Exercise objective
Among the records, which lines include "Park"? List them.

Data shown
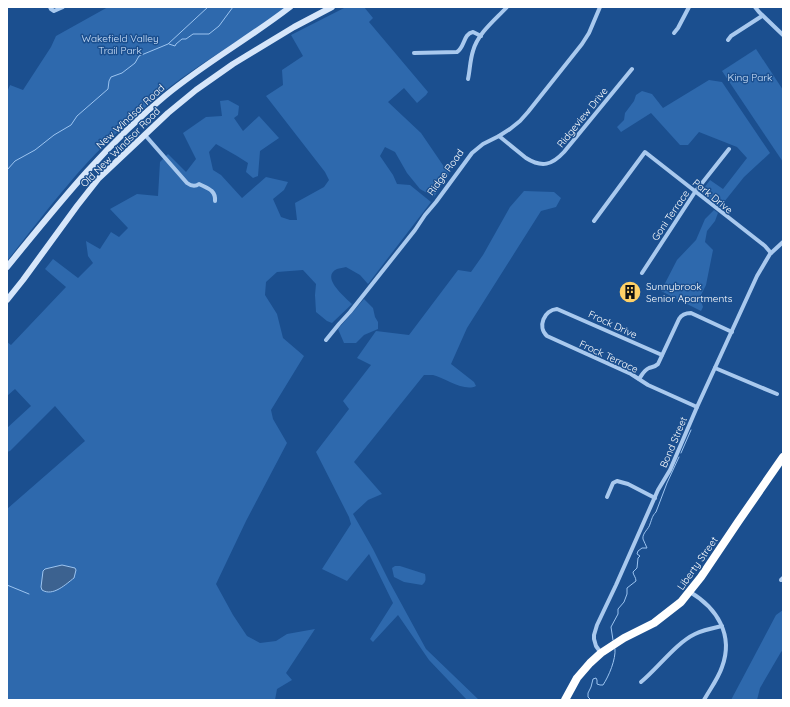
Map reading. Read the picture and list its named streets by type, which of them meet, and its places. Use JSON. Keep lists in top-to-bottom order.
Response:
{
  "streets": {
    "highway": ["Liberty Street"],
    "street": [
      "New Windsor Road",
      "Ridgeview Drive",
      "Old New Windsor Road",
      "Ridge Road",
      "Park Drive",
      "Goni Terrace",
      "Frock Drive",
      "Frock Terrace",
      "Bond Street"
    ]
  },
  "crossings": [
    ["Ridgeview Drive", "Ridge Road"],
    ["Park Drive", "Goni Terrace"],
    ["Park Drive", "Bond Street"],
    ["Frock Drive", "Frock Terrace"],
    ["Frock Terrace", "Bond Street"],
    ["Bond Street", "Liberty Street"]
  ],
  "parks": ["Wakefield Valley Trail Park", "King Park"],
  "places": {
    "building": ["Sunnybrook Senior Apartments"]
  }
}
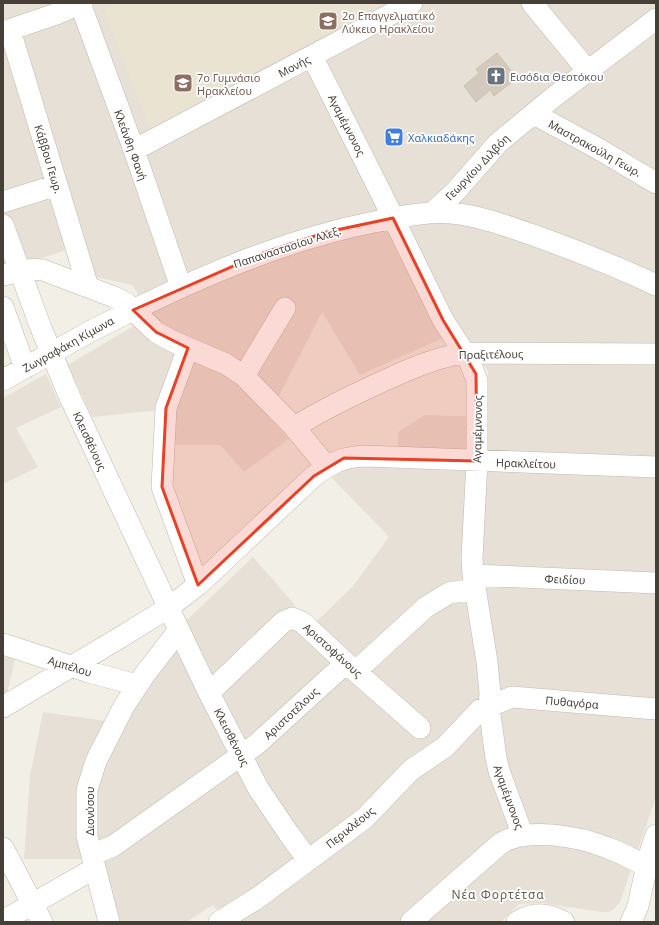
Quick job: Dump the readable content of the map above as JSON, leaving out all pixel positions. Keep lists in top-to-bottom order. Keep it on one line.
{"streets":{"street":["Μονής","Αγαμέμνονος","Κλεάνθη Φανή","Μαστρακούλη Γεωρ.","Κάββου Γεωρ.","Γεωργίου Διλβόη","Παπαναστασίου Αλεξ.","Ζωγραφάκη Κίμωνα","Πραξιτέλους","Κλεισθένους","Ηρακλείτου","Φειδίου","Αριστοφάνους","Αμπέλου","Πυθαγόρα","Αριστοτέλους","Διονύσου","Περικλέους"]},"crossings":[["Μονής","Αγαμέμνονος"],["Μονής","Κλεάνθη Φανή"],["Αγαμέμνονος","Παπαναστασίου Αλεξ."],["Αγαμέμνονος","Πραξιτέλους"],["Αγαμέμνονος","Ηρακλείτου"],["Αγαμέμνονος","Φειδίου"],["Αγαμέμνονος","Πυθαγόρα"],["Αγαμέμνονος","Αριστοτέλους"],["Αγαμέμνονος","Περικλέους"],["Κλεάνθη Φανή","Παπαναστασίου Αλεξ."],["Μαστρακούλη Γεωρ.","Γεωργίου Διλβόη"],["Γεωργίου Διλβόη","Παπαναστασίου Αλεξ."],["Παπαναστασίου Αλεξ.","Ζωγραφάκη Κίμωνα"],["Ζωγραφάκη Κίμωνα","Κλεισθένους"],["Κλεισθένους","Αριστοφάνους"],["Κλεισθένους","Αριστοτέλους"],["Κλεισθένους","Διονύσου"],["Κλεισθένους","Περικλέους"],["Φειδίου","Αριστοτέλους"],["Αριστοφάνους","Αριστοτέλους"],["Αμπέλου","Διονύσου"],["Πυθαγόρα","Περικλέους"]],"districts":["Νέα Φορτέτσα"],"places":{"school or university":["2ο Επαγγελματικό Λύκειο Ηρακλείου","7o Γυμνάσιο Ηρακλείου"],"church":["Εισόδια Θεοτόκου"],"supermarket":["Χαλκιαδάκης"]}}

Answer for this exercise
      "Park Drive",
    ["Park Drive", "Goni Terrace"],
    ["Park Drive", "Bond Street"],
  "parks": ["Wakefield Valley Trail Park", "King Park"],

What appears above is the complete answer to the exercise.